The reforms also remove the need for companies to maintain local statutory registers of directors, directors’ residential addresses, secretaries and PSCs from 18 November 2025. Those records move to Companies House as the definitive source, while companies must still maintain their own register of members. Companies will be expected to notify Companies House of changes to PSC details within 14 days of having confirmation of a change.
For company secretaries, the practical sequence is clear. First, ensure every serving director verifies their identity and has a Companies House personal code ready ahead of the next confirmation statement after 18 November 2025. Second, map PSC verification deadlines using the appointed‑day rules, paying particular attention to PSCs who are not directors, whose 14‑day windows run from the first day of their birth month in 2026. Third, switch internal processes from maintaining local officer and PSC registers to prompt central filings with Companies House.

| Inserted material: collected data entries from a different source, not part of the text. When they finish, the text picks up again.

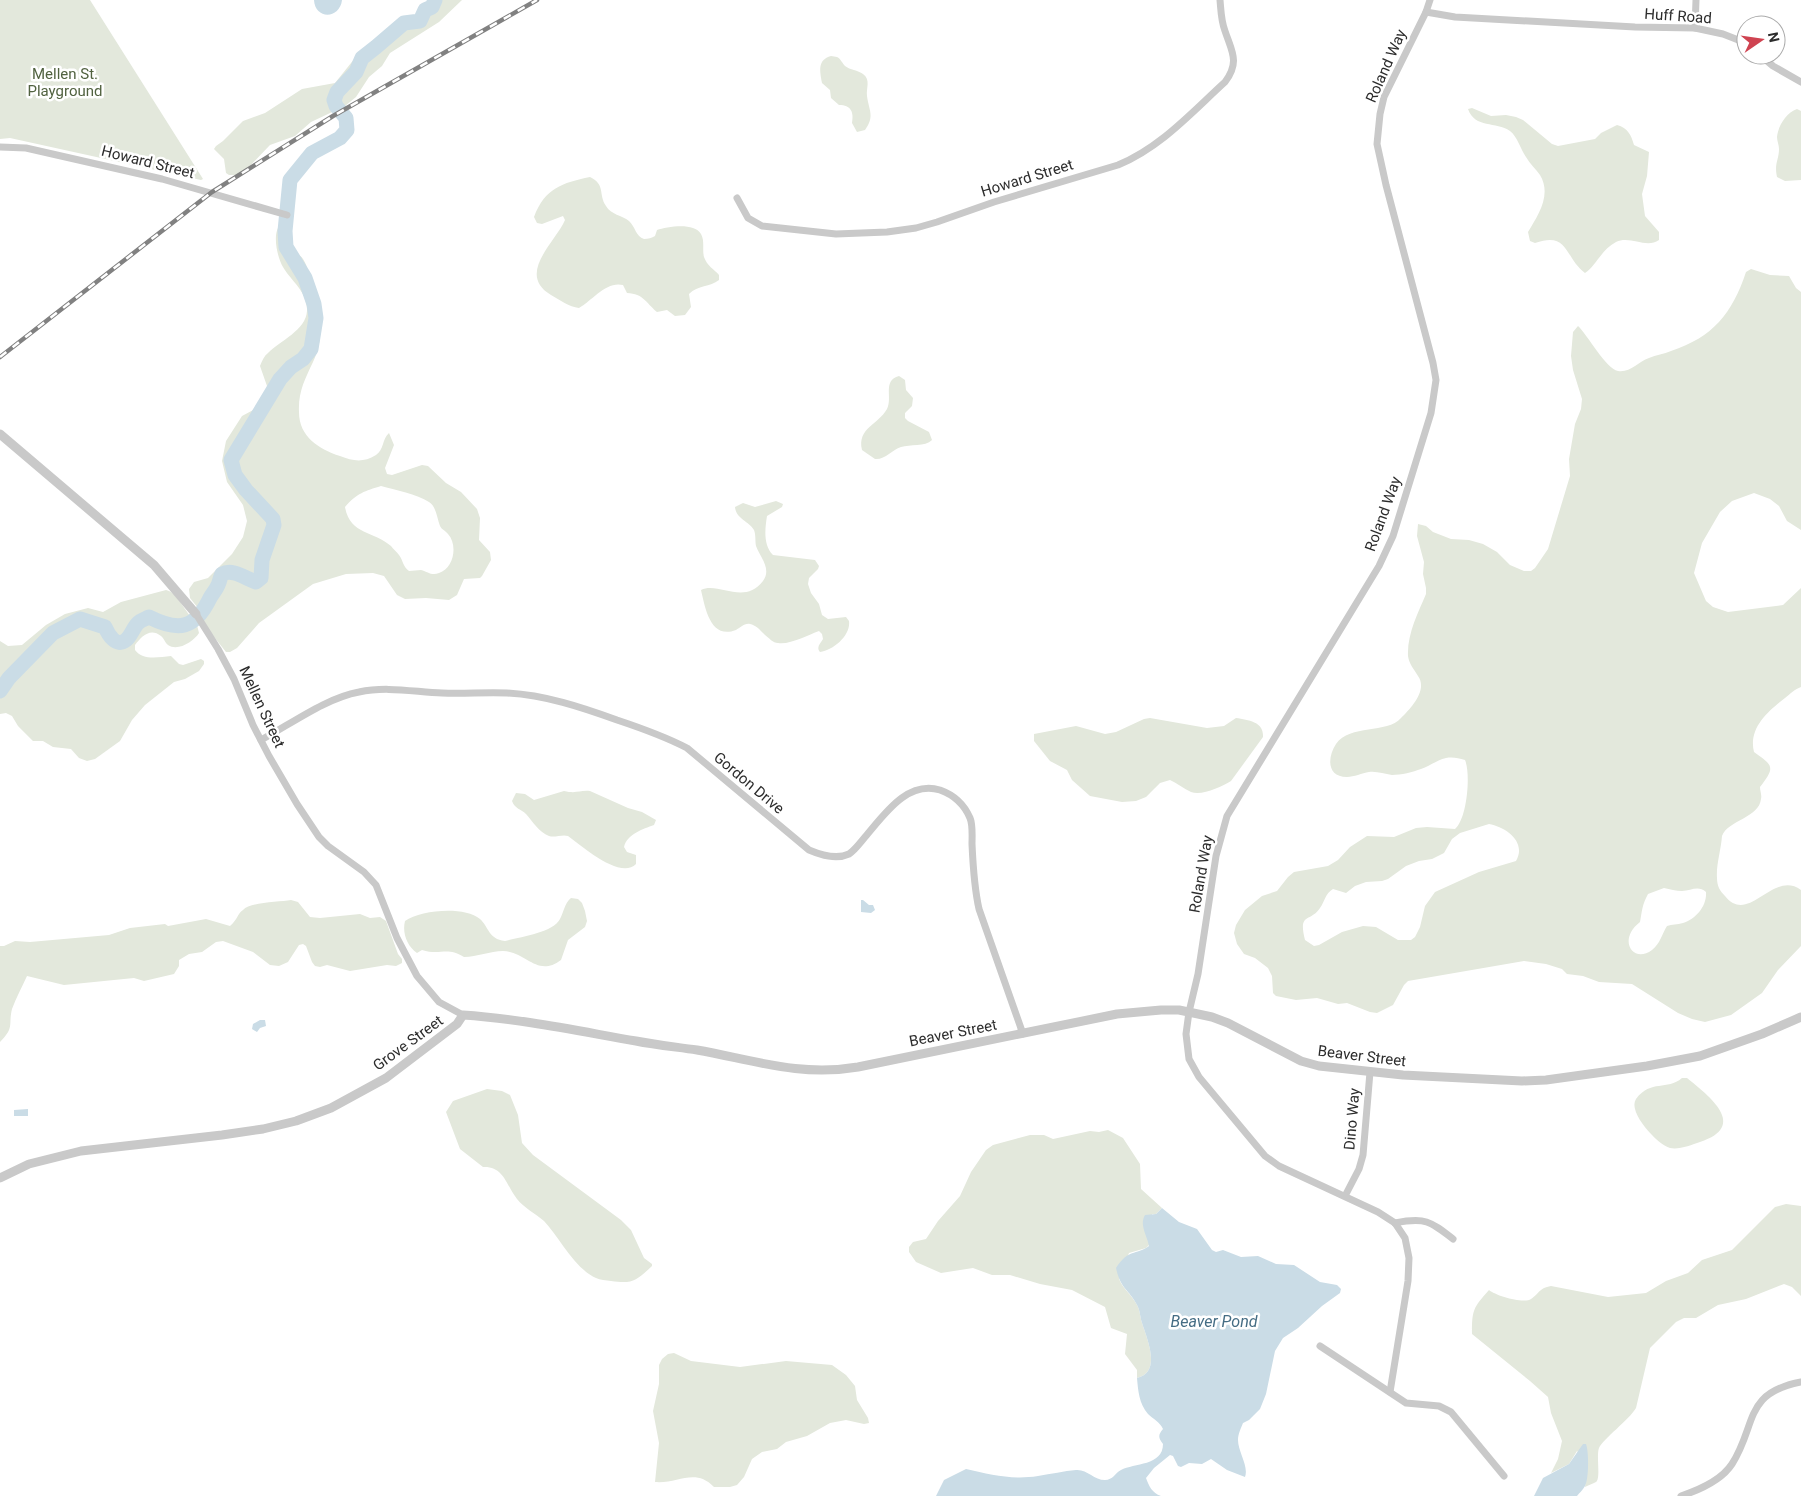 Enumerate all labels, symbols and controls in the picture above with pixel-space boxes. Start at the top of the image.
street label: Huff Road [1644,5,1712,27]
north arrow [1736,15,1786,65]
street label: Roland Way [1362,27,1410,105]
text: N [1765,30,1783,44]
park label: Mellen St. Playground [27,65,103,100]
street label: Howard Street [100,142,197,182]
street label: Howard Street [979,155,1075,201]
street label: Roland Way [1361,474,1405,554]
street label: Mellen Street [235,663,289,751]
street label: Gordon Drive [710,748,788,818]
street label: Roland Way [1185,834,1217,914]
street label: Grove Street [370,1012,447,1074]
street label: Beaver Street [908,1016,998,1050]
street label: Beaver Street [1317,1042,1407,1070]
street label: Dino Way [1340,1087,1364,1151]
water label: Beaver Pond [1171,1312,1258,1331]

From 18 November 2025, newly appointed directors must be verified before acting and must not act until the company has filed the appointment notice. For existing directors, the prohibition on acting while unverified bites immediately after the relevant confirmation‑statement delivery period unless the identity‑verification statement has been filed on time. This sequencing is intended to avoid disrupting governance while directing compliance effort to known filing points.
Some elements are deferred. The Commencement No. 6 Regulations do not yet start provisions requiring registrable relevant legal entities (corporate PSCs) to maintain a verified ‘registered officer’, nor the service‑address obligations for corporate directors and RLEs. Companies House also confirms that identity‑verification requirements for limited partnerships, corporate directors, corporate LLP members and officers of corporate PSCs will commence later.
Public access to sensitive verification data remains restricted. Individuals receive a personal code to connect their verified identity to each role; this code is used in filings but is not a public identifier, and verification material submitted through GOV.UK One Login is not placed on the public record.
Enforcement will scale with the regime. Acting as a director while unverified, or before the appointment has been notified, is a summary offence; repeated non‑compliance with filing and verification duties can now support a disqualification order. Companies House has said it will take a proportionate approach to enforcement during the transition, but penalties and disqualification are available where necessary.
The immediate task for boards is to fix verification into routine corporate housekeeping: align director and PSC verification with confirmation‑statement cycles, update appointment procedures so no director acts before filing and verification, and retire local officer and PSC registers in favour of prompt filings to the central register from 18 November 2025. That approach will minimise exposure to the new offences and the strengthened disqualification regime while meeting the statutory timetable.